Married before reaching the age of 20, the young woman is a curious artist whose creative talents and interests abruptly halt under the discouragement of her authoritative husband. Such characteristics could easily describe either Grace, Emily’s main character in The Flight of a Moth, or Emily herself. Whereas Grace exalts in her freedom as a newly-widowed 25-year-old, however, Emily at this time was still stuck in a failing marriage to Edwin Post. Perhaps Grace’s over-exuberance at the recent death of her husband offered a vehicle for Emily to vent the frustration she could not openly express. Grace’s first lines of the story present a woman on the threshold of escape from the “conventionalities” that she criticizes throughout the story:

“It really sounds too good to be true, doesn’t it?

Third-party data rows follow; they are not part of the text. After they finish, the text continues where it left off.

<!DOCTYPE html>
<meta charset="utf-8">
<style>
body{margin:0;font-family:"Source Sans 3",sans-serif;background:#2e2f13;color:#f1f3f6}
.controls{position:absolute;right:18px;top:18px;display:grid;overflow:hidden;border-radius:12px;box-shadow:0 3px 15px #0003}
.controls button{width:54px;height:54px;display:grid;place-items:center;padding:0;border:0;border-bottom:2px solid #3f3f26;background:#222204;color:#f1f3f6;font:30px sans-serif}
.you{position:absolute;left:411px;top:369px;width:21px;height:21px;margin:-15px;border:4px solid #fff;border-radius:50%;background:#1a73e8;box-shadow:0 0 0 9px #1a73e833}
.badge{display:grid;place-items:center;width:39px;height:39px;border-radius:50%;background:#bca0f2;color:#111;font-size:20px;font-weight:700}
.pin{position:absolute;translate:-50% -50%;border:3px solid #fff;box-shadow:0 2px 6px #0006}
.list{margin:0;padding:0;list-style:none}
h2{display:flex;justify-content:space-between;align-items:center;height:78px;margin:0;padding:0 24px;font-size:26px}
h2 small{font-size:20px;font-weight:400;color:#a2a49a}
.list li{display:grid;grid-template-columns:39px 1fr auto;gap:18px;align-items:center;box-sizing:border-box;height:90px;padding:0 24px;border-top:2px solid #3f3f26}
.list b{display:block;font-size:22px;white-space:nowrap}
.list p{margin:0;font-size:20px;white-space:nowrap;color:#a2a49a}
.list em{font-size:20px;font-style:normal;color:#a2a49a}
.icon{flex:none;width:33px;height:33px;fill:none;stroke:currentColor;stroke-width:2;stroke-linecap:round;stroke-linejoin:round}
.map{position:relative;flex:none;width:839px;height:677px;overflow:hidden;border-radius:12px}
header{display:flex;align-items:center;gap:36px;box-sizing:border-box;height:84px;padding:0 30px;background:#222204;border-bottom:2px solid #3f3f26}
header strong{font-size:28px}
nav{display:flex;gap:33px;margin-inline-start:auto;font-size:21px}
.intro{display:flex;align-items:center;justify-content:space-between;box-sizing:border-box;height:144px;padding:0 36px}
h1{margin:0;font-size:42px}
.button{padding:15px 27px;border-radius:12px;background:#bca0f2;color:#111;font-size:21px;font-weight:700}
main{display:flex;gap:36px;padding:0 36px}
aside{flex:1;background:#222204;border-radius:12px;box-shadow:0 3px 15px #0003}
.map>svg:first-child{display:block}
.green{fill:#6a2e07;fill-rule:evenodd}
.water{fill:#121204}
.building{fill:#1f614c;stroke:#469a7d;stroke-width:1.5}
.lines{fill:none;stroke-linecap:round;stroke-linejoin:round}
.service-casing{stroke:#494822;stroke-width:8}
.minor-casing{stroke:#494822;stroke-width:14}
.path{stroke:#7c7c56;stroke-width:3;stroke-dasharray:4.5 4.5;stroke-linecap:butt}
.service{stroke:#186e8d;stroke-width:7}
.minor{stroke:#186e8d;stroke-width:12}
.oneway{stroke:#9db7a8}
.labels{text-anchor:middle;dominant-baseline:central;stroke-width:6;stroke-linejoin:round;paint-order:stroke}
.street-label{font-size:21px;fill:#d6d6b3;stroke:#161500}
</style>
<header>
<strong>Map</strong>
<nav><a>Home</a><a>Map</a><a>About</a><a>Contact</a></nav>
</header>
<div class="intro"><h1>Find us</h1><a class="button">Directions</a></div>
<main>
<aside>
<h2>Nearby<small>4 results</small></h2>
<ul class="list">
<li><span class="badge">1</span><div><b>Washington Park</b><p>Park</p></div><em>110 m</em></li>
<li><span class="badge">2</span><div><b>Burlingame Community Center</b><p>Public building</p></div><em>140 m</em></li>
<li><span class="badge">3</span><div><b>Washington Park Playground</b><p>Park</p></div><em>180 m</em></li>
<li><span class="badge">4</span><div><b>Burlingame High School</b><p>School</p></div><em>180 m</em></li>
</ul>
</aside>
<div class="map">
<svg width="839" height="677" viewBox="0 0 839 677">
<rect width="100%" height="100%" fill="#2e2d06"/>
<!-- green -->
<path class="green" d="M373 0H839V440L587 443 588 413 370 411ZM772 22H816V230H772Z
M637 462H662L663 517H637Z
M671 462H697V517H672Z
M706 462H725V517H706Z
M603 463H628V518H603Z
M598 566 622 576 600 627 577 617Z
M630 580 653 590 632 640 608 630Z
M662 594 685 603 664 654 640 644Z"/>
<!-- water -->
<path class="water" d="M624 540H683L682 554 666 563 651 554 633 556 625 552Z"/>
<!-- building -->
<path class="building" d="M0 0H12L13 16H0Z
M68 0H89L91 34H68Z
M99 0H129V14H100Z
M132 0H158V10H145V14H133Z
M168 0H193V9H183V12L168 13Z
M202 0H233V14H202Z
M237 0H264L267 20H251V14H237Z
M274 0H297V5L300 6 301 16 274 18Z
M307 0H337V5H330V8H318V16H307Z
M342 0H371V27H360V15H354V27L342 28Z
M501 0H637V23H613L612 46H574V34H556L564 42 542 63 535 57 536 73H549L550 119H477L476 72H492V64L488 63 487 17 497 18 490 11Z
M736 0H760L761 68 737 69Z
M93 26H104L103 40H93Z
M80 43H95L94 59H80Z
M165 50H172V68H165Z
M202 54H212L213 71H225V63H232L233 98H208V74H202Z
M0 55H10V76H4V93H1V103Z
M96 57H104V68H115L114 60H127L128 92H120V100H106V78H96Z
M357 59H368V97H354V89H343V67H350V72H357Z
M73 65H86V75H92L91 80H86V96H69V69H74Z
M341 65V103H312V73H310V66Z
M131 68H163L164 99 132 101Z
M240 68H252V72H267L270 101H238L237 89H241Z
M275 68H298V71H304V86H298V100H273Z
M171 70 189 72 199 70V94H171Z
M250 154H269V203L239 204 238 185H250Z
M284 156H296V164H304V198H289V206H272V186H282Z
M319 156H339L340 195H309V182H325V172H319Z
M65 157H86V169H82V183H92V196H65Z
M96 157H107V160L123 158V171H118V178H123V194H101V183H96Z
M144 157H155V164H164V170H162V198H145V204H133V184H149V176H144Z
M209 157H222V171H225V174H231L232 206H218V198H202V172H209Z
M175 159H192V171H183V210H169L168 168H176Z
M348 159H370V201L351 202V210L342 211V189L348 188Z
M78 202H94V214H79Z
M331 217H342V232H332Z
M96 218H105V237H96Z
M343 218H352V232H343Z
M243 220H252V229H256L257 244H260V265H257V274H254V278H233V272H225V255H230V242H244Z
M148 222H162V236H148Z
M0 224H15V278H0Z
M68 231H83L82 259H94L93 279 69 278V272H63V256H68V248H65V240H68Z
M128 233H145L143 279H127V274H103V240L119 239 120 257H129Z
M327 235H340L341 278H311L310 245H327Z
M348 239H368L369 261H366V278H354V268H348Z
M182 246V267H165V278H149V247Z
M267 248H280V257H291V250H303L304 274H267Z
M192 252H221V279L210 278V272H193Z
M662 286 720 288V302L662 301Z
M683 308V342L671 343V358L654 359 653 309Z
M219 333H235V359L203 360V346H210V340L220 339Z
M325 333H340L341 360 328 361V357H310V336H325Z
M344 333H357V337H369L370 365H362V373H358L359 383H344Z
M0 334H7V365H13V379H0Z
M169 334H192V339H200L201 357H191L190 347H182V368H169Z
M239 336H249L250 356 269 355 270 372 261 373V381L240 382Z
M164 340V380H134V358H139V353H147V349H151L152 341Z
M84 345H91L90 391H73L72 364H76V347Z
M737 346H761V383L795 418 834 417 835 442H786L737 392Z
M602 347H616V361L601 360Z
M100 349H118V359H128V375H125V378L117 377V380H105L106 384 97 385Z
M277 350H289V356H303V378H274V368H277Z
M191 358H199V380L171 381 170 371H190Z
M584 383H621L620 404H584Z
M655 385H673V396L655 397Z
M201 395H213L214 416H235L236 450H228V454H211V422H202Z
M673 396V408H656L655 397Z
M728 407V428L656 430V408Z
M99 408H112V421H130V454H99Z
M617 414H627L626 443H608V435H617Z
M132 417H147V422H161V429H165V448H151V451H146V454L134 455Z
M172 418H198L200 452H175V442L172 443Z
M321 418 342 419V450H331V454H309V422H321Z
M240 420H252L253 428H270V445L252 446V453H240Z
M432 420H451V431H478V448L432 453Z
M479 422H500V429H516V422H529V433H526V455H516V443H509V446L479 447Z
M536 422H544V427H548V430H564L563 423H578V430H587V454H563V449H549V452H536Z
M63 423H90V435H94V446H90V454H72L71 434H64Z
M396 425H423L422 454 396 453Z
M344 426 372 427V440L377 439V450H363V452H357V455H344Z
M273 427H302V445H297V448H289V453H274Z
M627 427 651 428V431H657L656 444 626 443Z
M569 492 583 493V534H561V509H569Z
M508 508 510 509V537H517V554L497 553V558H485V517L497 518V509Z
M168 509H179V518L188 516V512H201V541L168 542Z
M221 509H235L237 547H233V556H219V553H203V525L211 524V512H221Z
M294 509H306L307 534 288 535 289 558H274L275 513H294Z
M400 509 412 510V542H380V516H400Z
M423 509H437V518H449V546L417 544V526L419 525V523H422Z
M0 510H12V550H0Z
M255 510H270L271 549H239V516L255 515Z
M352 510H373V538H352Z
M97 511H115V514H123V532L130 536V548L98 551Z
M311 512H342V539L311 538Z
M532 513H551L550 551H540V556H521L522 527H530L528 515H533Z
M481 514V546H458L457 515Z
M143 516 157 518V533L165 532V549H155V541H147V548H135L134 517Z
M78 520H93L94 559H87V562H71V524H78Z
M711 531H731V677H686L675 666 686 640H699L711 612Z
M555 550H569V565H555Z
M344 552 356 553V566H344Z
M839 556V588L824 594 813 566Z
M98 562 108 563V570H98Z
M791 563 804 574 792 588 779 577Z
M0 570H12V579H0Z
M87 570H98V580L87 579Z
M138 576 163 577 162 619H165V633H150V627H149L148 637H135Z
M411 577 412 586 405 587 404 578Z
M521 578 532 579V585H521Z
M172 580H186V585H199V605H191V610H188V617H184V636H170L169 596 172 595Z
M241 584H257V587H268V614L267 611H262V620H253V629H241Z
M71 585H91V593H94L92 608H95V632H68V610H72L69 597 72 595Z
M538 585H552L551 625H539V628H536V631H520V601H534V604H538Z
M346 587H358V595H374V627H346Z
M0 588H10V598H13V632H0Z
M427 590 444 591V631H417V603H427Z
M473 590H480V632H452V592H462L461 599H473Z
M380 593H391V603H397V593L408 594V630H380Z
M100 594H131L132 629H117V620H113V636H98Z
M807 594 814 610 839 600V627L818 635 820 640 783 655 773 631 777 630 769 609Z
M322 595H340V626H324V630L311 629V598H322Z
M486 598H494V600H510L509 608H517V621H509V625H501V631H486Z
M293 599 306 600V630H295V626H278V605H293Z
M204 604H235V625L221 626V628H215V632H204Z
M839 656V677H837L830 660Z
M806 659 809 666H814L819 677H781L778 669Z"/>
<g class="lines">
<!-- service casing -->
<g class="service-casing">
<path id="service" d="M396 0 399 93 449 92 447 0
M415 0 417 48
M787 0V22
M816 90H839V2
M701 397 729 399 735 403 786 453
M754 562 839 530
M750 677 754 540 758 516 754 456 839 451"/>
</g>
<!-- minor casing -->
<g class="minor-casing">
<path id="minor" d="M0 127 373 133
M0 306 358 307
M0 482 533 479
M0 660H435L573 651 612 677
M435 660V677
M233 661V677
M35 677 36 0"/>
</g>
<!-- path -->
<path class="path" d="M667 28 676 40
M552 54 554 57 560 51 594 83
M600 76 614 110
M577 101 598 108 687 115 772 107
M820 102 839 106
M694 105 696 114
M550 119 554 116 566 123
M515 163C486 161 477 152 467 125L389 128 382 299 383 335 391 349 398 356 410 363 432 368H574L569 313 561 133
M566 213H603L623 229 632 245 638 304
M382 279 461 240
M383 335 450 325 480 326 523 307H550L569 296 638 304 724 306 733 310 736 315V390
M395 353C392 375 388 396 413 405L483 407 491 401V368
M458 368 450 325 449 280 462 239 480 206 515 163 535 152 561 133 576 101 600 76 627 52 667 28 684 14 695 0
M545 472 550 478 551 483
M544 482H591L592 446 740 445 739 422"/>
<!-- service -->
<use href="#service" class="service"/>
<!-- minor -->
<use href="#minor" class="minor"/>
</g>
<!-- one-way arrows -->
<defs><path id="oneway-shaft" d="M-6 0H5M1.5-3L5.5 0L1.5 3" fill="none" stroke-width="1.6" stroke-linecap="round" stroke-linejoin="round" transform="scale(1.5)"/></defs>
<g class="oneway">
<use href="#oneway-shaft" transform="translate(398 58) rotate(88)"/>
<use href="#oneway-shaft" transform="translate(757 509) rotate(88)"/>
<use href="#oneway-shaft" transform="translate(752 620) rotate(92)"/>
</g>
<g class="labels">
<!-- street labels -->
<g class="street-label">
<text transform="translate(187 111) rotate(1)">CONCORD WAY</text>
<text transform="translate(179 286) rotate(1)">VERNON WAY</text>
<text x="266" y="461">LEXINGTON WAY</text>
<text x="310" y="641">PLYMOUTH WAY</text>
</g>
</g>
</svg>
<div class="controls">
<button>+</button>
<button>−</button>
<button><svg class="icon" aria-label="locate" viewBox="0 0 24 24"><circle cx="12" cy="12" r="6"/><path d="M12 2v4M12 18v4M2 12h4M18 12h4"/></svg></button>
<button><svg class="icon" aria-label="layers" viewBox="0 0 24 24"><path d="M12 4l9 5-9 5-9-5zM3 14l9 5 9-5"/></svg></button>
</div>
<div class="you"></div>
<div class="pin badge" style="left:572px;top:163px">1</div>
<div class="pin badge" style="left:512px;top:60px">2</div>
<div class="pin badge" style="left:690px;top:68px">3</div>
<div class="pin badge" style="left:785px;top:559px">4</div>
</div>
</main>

To think that I, who have scarcely been allowed to breathe, except the regulation so many times a minute – I who have been completely suppressed all my life – am now as free as air to do exactly as I please!”

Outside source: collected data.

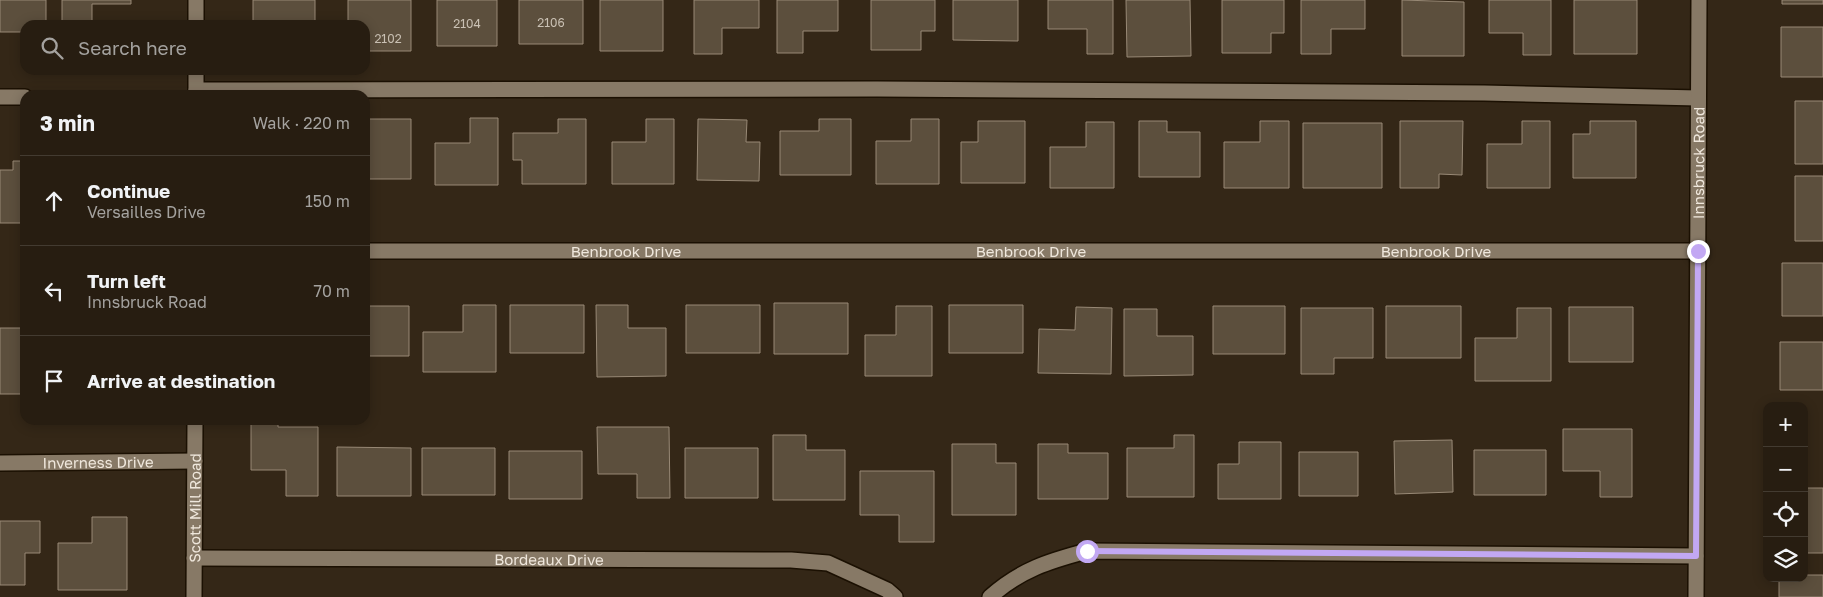 <!DOCTYPE html>
<meta charset="utf-8">
<style>
:root{--surface:#271d11;--page:#2f261a;--text:#f1f3f6;--muted:#a4a29f;--line:#433b31}
body{margin:0;font-family:"Golos Text",sans-serif;background:var(--page);color:var(--text)}
.controls{position:absolute;right:15px;bottom:15px;display:grid;overflow:hidden;border-radius:10px;box-shadow:0 2px 12px #0003}
.controls button{width:45px;height:45px;display:grid;place-items:center;padding:0;border:0;border-bottom:1px solid var(--line);background:var(--surface);color:var(--text);font:25px sans-serif}
.stop{position:absolute;width:15px;height:15px;margin:-11px;border:4px solid #c2a8f3;border-radius:50%;background:#fff}
.stop.end{background:#c2a8f3;border-color:#fff;box-shadow:0 1px 5px #0008}
.list{margin:0;padding:0;list-style:none}
h2{display:flex;justify-content:space-between;align-items:center;height:65px;margin:0;padding:0 20px;font-size:21px}
h2 small{font-size:16px;font-weight:400;color:var(--muted)}
.list li{display:grid;grid-template-columns:32px 1fr auto;gap:15px;align-items:center;box-sizing:border-box;height:90px;padding:0 20px;border-top:1px solid var(--line)}
.list b{display:block;font-size:19px;white-space:nowrap}
.list p{margin:0;font-size:16px;white-space:nowrap;color:var(--muted)}
.list em{font-size:16px;font-style:normal;color:var(--muted)}
.icon{flex:none;width:28px;height:28px;fill:none;stroke:currentColor;stroke-width:2;stroke-linecap:round;stroke-linejoin:round}
.map{position:relative;flex:none;width:1823px;height:597px;overflow:hidden}
.search{position:absolute;background:var(--surface);box-shadow:0 2px 12px #0003;left:20px;top:20px;width:350px;height:55px;display:flex;align-items:center;gap:12px;box-sizing:border-box;padding:0 18px;border-radius:15px;color:var(--muted);font-size:19px}
.panel{position:absolute;background:var(--surface);box-shadow:0 2px 12px #0003;left:20px;top:90px;width:350px;height:335px;border-radius:15px}
.map>svg:first-child{display:block}
</style>
<div class="map">
<svg width="1823" height="597" viewBox="0 0 1823 597">
<rect width="100%" height="100%" fill="#342717"/>
<!-- building -->
<path fill="#5c4f3d" stroke="#988976" d="M0 0H46V25H25V32H0Z
M62 0H131V4H92V25H62Z
M253 0H315V25H253Z
M348 0H411V51H365V25H348Z
M437 0H497V46H437Z
M519 0H583V44H519Z
M600 0H663V51H600Z
M694 0H759V28H722V54H694Z
M777 0H838V31H803V53H777Z
M871 0H935V31H921V50H871Z
M953 0H1018V41L953 40Z
M1048 0H1113V54H1087V29H1048Z
M1126 0H1190L1191 56 1127 57Z
M1222 0H1284V33H1271V53H1222Z
M1301 0H1365V29H1331V54H1301Z
M1402 0 1464 2V56H1402Z
M1489 0H1551V55H1523V33H1489Z
M1574 0H1637V54H1574Z
M1782 0H1823V4H1782Z
M1781 27H1823V77H1781Z
M1795 101H1823V164H1795Z
M470 118H498V185H435V143H470Z
M365 119H411V179H365Z
M558 119H586V184H522V160H513V133H558Z
M646 119H674V184H612V142H646Z
M698 119 747 120 746 142H760L759 181 697 180Z
M819 119H851V175H780V131H819Z
M911 119H939V184H876V141H911Z
M978 121H1025V183H961V142H978Z
M1139 121H1167V132H1200V177H1139Z
M1260 121H1289V188H1224V142H1260Z
M1400 121H1463L1462 175 1439 174V188H1400Z
M1522 121H1550V188H1487V144H1522Z
M1590 121H1636V178H1573V134H1590Z
M1086 122H1114V188H1050V147H1086Z
M1303 123H1382V188H1303Z
M13 161H25V223H0V170H13Z
M1795 176H1823V241H1795Z
M1782 263H1823V316H1782Z
M774 303H848V354H774Z
M463 305H496V372H423V332H463Z
M510 305H584V353H510Z
M596 305H628V328H666V376L597 377Z
M686 305H760V353H686Z
M949 305H1023V353H949Z
M365 306H409V356H365Z
M896 306H932V376H865V335H896Z
M1213 306H1285V354H1213Z
M1386 306H1461V358H1386Z
M1076 307 1112 308 1111 374 1038 373 1039 329 1075 330Z
M1569 307H1633V362H1569Z
M1301 308H1373V358H1334V374H1301Z
M1517 308H1551V381H1475V338H1517Z
M1124 309H1157V336H1193V375L1124 376Z
M0 328H25V394H0Z
M1780 342H1823V390H1780Z
M251 420H278V427H318V496H286V470H251Z
M597 427H669L670 498H637V474H598Z
M1563 429H1632V497H1600V471H1563Z
M773 435H806V450H845V500H773Z
M1174 435H1194V497H1127V448H1174Z
M1452 440 1453 492 1395 494 1394 441Z
M1239 442H1281V499H1218V464H1239Z
M952 444H996V463H1016V515H952Z
M1038 444H1068V453H1108V499H1038Z
M337 447 411 448V496H337Z
M422 448H495V495H422Z
M685 448H758V498H685Z
M1474 450H1546V495H1474Z
M509 451H582V499H509Z
M1299 452H1358V496H1299Z
M860 471H934V542H899V515H860Z
M1804 488H1823V553H1804Z
M92 517H127V590H58V543H92Z
M0 521H40V553H25V585H0Z
M1804 575H1823V597H1779V578H1804Z"/>
<g fill="none" stroke-linecap="round" stroke-linejoin="round">
<defs>
<g id="minor">
<path d="M196 25V0"/>
<path d="M196 90 877 89 1484 93 1698 98"/>
<path d="M196 95V70"/>
<path d="M0 97H25"/>
<path id="s1" d="M365 251H1698"/>
<path id="s2" d="M0 463 195 461"/>
<path id="s3" d="M194 558 791 560 828 563 887 590 895 597"/>
<path id="s4" d="M194 597 195 420"/>
<path d="M990 597C1020 570 1049 561 1087 551L1696 556"/>
<path id="s5" d="M1696 597 1699 0"/>
</g>
</defs>
<!-- minor casing -->
<use href="#minor" stroke="#1b1002" stroke-width="18"/>
<!-- minor -->
<use href="#minor" stroke="#877966" stroke-width="15"/>
</g>
<g fill="none" stroke-linecap="round" stroke-linejoin="round">
<!-- route -->
<path stroke="#c2a8f3" stroke-width="6" d="M1087 551 1696 556 1698 251"/>
</g>
<g text-anchor="middle" dominant-baseline="central" stroke-width="4" stroke-linejoin="round" paint-order="stroke">
<!-- number labels -->
<g font-size="12" fill="#cac1b4">
<text x="551" y="22">2106</text>
<text x="467" y="23">2104</text>
<text x="388" y="38">2102</text>
</g>
<!-- street labels -->
<g font-size="15" fill="#efe7dc" stroke="#17110a">
<text stroke="none"><textPath href="#s5" startOffset="434">Innsbruck Road</textPath></text>
<text stroke="none"><textPath href="#s1" startOffset="261">Benbrook Drive</textPath></text>
<text stroke="none"><textPath href="#s1" startOffset="666">Benbrook Drive</textPath></text>
<text stroke="none"><textPath href="#s1" startOffset="1071">Benbrook Drive</textPath></text>
<text stroke="none"><textPath href="#s2" startOffset="98">Inverness Drive</textPath></text>
<text stroke="none"><textPath href="#s4" startOffset="89">Scott Mill Road</textPath></text>
<text stroke="none"><textPath href="#s3" startOffset="355">Bordeaux Drive</textPath></text>
</g>
</g>
</svg>
<div class="controls">
<button>+</button>
<button>−</button>
<button><svg class="icon" aria-label="locate" viewBox="0 0 24 24"><circle cx="12" cy="12" r="6"/><path d="M12 2v4M12 18v4M2 12h4M18 12h4"/></svg></button>
<button><svg class="icon" aria-label="layers" viewBox="0 0 24 24"><path d="M12 4l9 5-9 5-9-5zM3 14l9 5 9-5"/></svg></button>
</div>
<div class="stop" style="left:1087px;top:551px"></div>
<div class="stop end" style="left:1698px;top:251px"></div>
<div class="search"><svg class="icon" aria-label="search" viewBox="0 0 24 24"><circle cx="10" cy="10" r="6"/><path d="M15 15l6 6"/></svg>Search here</div>
<section class="panel">
<h2>3 min<small>Walk · 220 m</small></h2>
<ul class="list">
<li><svg class="icon" aria-label="ahead" viewBox="0 0 24 24"><path d="M12 20V5M6 11l6-6 6 6"/></svg><div><b>Continue</b><p>Versailles Drive</p></div><em>150 m</em></li>
<li><svg class="icon" aria-label="left" viewBox="0 0 24 24"><path d="M17 20v-9H6M10 6l-5 5 5 5"/></svg><div><b>Turn left</b><p>Innsbruck Road</p></div><em>70 m</em></li>
<li><svg class="icon" aria-label="arrive" viewBox="0 0 24 24"><path d="M6 21V4h12l-3 4 3 4H6"/></svg><div><b>Arrive at destination</b></div></li>
</ul>
</section>
</div>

Scarcely acknowledging her husband’s passing, Grace instead celebrates her rebirth as a single woman by setting sail and exploring France and Germany on her own. She compares Paris to a big theatre, delighting in the fact that its great charm is that she is “not in the audience, but on the stage,” playing a principle role in the spectacle of the city and in the production of her own life. As a woman who stopped acting and performing music upon getting married, Emily surely dreamed of taking center stage once again as Grace does in her story. While writing this novel in 1904, Emily was still “in the audience” of her life. But she too would soon find herself on the brink of freedom. In 1905, after one of Edwin’s extramarital affairs became a form of public humiliation for Emily, she decided she had endured enough inequalities in her marriage. Shortly thereafter, she divorced Edwin, remaining unmarried for the rest of her life.

Emily was certainly remembered for the fierce independence that characterizes her fictional heroine, suggesting other similarities in their two stories of marriage and liberation from it. If Emily herself didn’t quite rebel against the futility of “domestic details,” she certainly would not stand for oppression and inequality in the home.